Still, outcomes aren’t predetermined. They just aren’t.
The tweet was a reflection of the reaction from many when something weird happens. And that reaction has been legitimized by the events of the past five years.
The 2018 legalization of sports wagering, coupled with widespread advertising for gambling from which the NFL directly profits, makes people think, when strange things happen, that the fix is in. It doesn’t matter whether it’s wrong. What matters is the perception.
The NFL knows this. Indeed, it was one of the primary arguments made against legalized gambling when Delaware tried in 2009 to challenge the federal law that New Jersey eventually toppled in the U.S. Supreme Court nine years later.

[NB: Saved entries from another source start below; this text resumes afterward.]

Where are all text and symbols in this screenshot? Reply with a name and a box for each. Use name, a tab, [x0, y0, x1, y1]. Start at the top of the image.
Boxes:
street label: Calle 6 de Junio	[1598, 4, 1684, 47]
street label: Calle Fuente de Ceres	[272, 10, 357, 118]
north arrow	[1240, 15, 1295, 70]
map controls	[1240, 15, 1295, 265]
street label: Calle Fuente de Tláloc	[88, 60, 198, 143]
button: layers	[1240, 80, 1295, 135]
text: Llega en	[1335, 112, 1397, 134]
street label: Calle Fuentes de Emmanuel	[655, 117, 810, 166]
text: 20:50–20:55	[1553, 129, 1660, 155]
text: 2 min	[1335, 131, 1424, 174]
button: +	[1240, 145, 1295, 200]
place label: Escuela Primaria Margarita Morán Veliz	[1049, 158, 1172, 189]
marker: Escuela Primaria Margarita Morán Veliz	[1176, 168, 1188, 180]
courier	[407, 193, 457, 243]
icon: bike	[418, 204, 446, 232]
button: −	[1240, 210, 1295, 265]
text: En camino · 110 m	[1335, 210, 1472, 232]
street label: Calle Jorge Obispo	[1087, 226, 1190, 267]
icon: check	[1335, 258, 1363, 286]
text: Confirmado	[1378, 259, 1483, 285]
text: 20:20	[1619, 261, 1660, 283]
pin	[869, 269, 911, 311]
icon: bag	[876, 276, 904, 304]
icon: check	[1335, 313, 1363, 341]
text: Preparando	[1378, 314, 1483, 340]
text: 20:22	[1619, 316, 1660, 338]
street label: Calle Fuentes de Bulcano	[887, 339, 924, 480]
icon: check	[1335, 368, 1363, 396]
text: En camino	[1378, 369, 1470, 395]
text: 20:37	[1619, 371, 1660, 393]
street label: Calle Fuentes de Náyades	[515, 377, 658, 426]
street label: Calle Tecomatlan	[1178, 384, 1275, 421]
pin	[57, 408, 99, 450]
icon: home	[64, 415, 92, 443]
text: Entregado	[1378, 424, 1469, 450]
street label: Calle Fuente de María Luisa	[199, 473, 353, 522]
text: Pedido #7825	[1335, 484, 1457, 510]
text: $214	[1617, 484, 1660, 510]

“Normal incidents of the game such as bad snaps, dropped passes, turnovers, penalty flags and play calling inevitably will fuel speculation, distrust and accusations of point-shaving and game-fixing,” Commissioner Roger Goodell said at the time.
He was right. While the explanation almost always is incompetence, the prevalence of legalized gambling — as advertised by the NFL and the various media outlets covering the game — will make plenty of people more likely to think something bad is happening.
It’s not. At least not from the perspective of the league trying to push the ultimate outcome of a game in one direction or another.
That said, various avenues are in place for a potential Tim Donaghy scandal. Put his name in the search box (or just click here). You’ll see the various times that we have mentioned issues and wrinkles that create an avenue for someone to try to influence the final score of a given game.
The NFL needs to identify and plug those gaps, sealing off any opportunity for someone to exercise that kind of discretion and influence. It’s among the various subjects addressed in the final section of Playmakers, a book of essays about the past 20 years in pro football — and about the direction in which the sport is going.
If the league doesn’t button certain things up (like many aspects of officiating), it’s going in a direction that has plenty of potential complications, for everyone who cares about the sport.